What is needed. Give all of the listing again word for word, with images excluded.

Data in this exercise.
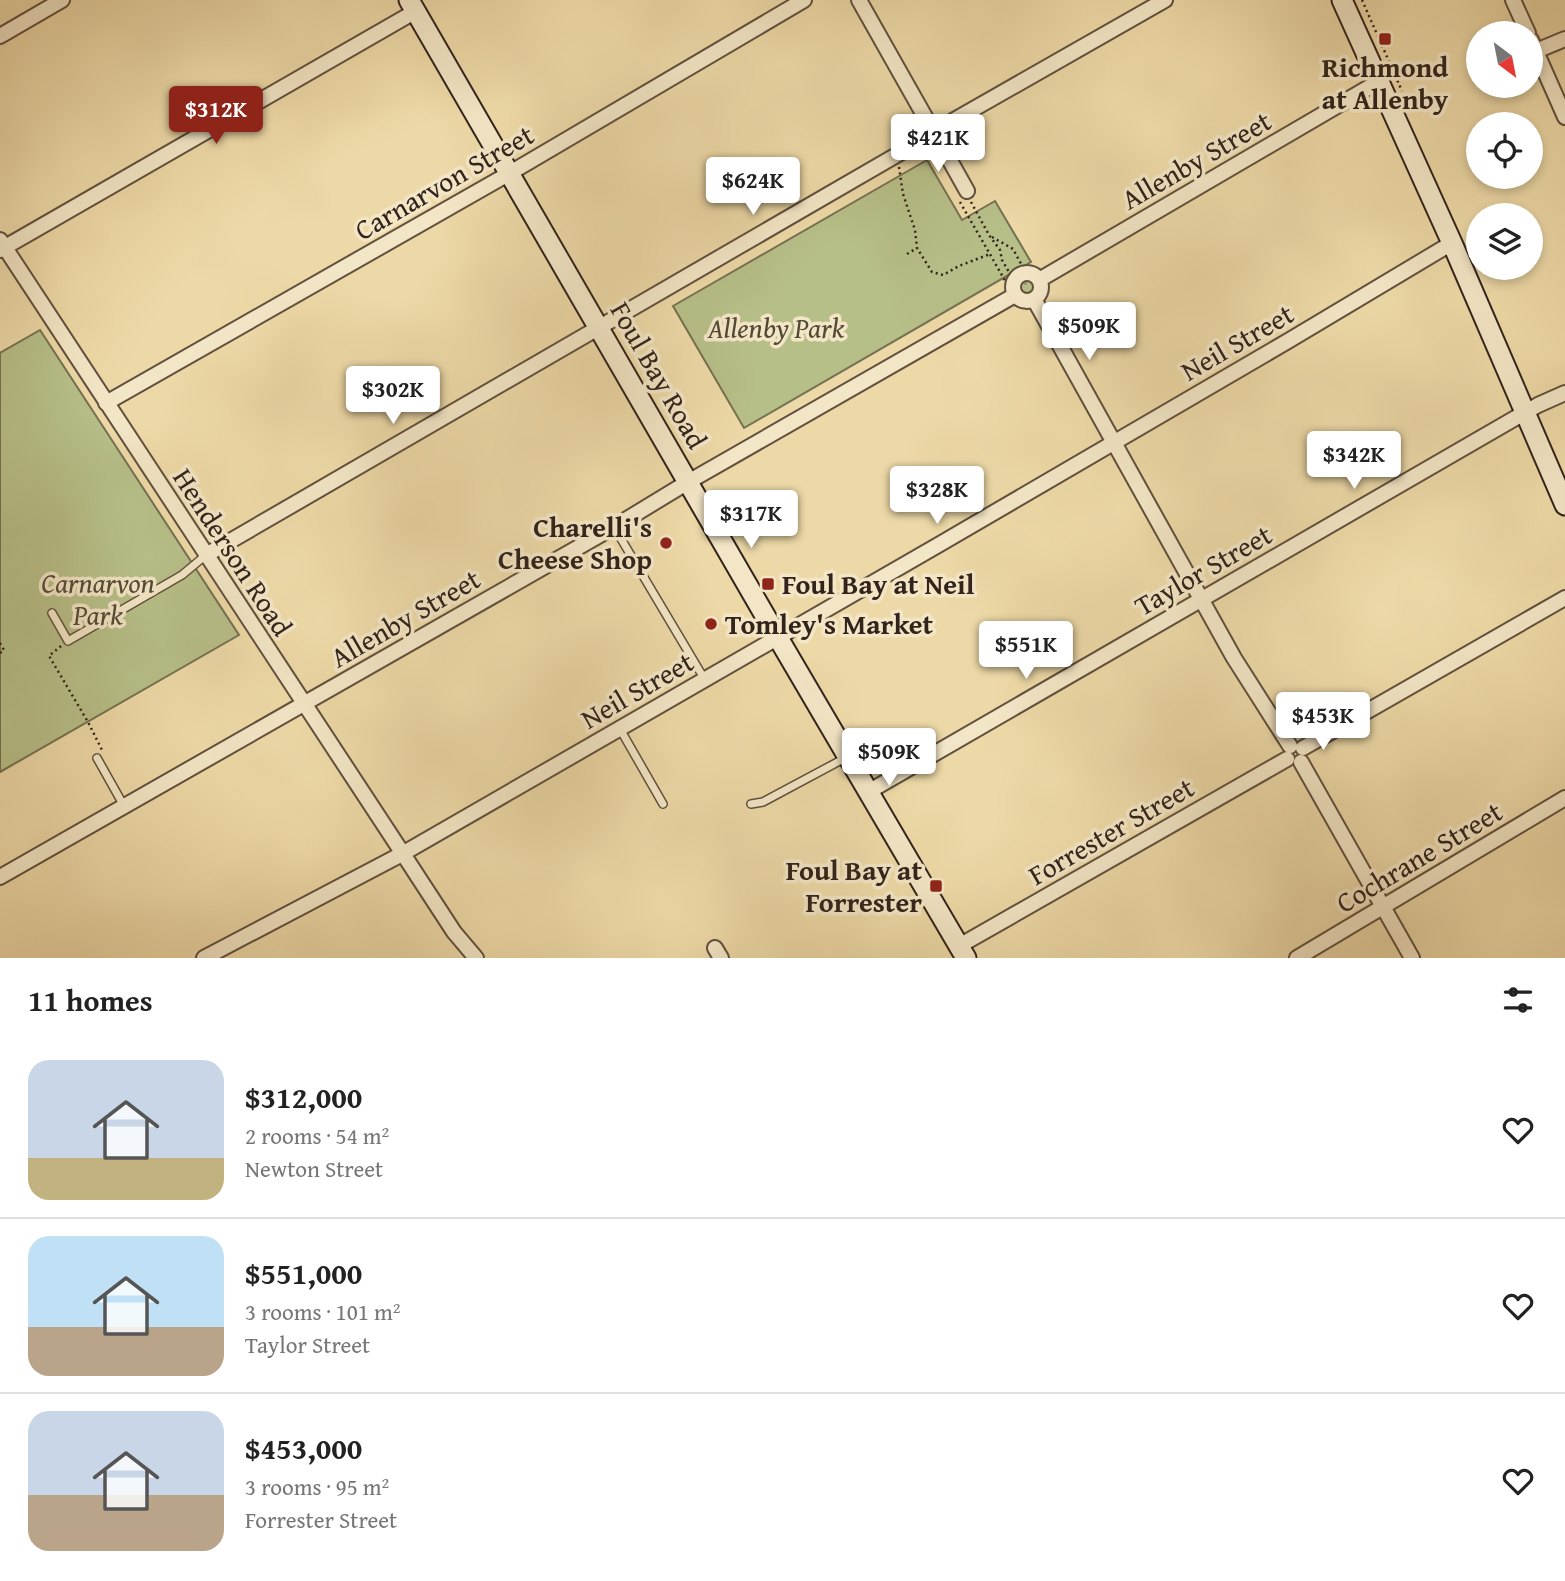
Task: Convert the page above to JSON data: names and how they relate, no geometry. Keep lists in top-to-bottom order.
{
  "streets": {
    "main road": ["Foul Bay Road"],
    "street": [
      "Allenby Street",
      "Carnarvon Street",
      "Neil Street",
      "Henderson Road",
      "Taylor Street",
      "Forrester Street",
      "Cochrane Street"
    ]
  },
  "crossings": [
    ["Allenby Street", "Foul Bay Road"],
    ["Allenby Street", "Henderson Road"],
    ["Carnarvon Street", "Foul Bay Road"],
    ["Carnarvon Street", "Henderson Road"],
    ["Neil Street", "Foul Bay Road"],
    ["Neil Street", "Henderson Road"],
    ["Foul Bay Road", "Taylor Street"],
    ["Foul Bay Road", "Forrester Street"]
  ],
  "parks": ["Allenby Park", "Carnarvon Park"],
  "places": {
    "transit": ["Richmond at Allenby", "Foul Bay at Neil", "Foul Bay at Forrester"],
    "other": ["Charelli's Cheese Shop", "Tomley's Market"]
  },
  "north": "bottom right",
  "page": {
    "price": [
      "$312K",
      "$421K",
      "$624K",
      "$509K",
      "$302K",
      "$342K",
      "$328K",
      "$317K",
      "$551K",
      "$453K",
      "$509K"
    ],
    "heading": "11 homes",
    "list": [
      {
        "name": "$312,000",
        "note": "2 rooms · 54 m² · Newton Street"
      },
      {
        "name": "$551,000",
        "note": "3 rooms · 101 m² · Taylor Street"
      },
      {
        "name": "$453,000",
        "note": "3 rooms · 95 m² · Forrester Street"
      }
    ]
  }
}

Response to this task.
Task: Convert the page above to JSON data: names and how they relate, no geometry. Keep lists in top-to-bottom order.
{
  "streets": {
    "main road": ["Foul Bay Road"],
    "street": [
      "Allenby Street",
      "Carnarvon Street",
      "Neil Street",
      "Henderson Road",
      "Taylor Street",
      "Forrester Street",
      "Cochrane Street"
    ]
  },
  "crossings": [
    ["Allenby Street", "Foul Bay Road"],
    ["Allenby Street", "Henderson Road"],
    ["Carnarvon Street", "Foul Bay Road"],
    ["Carnarvon Street", "Henderson Road"],
    ["Neil Street", "Foul Bay Road"],
    ["Neil Street", "Henderson Road"],
    ["Foul Bay Road", "Taylor Street"],
    ["Foul Bay Road", "Forrester Street"]
  ],
  "parks": ["Allenby Park", "Carnarvon Park"],
  "places": {
    "transit": ["Richmond at Allenby", "Foul Bay at Neil", "Foul Bay at Forrester"],
    "other": ["Charelli's Cheese Shop", "Tomley's Market"]
  },
  "north": "bottom right",
  "page": {
    "price": [
      "$312K",
      "$421K",
      "$624K",
      "$509K",
      "$302K",
      "$342K",
      "$328K",
      "$317K",
      "$551K",
      "$453K",
      "$509K"
    ],
    "heading": "11 homes",
    "list": [
      {
        "name": "$312,000",
        "note": "2 rooms · 54 m² · Newton Street"
      },
      {
        "name": "$551,000",
        "note": "3 rooms · 101 m² · Taylor Street"
      },
      {
        "name": "$453,000",
        "note": "3 rooms · 95 m² · Forrester Street"
      }
    ]
  }
}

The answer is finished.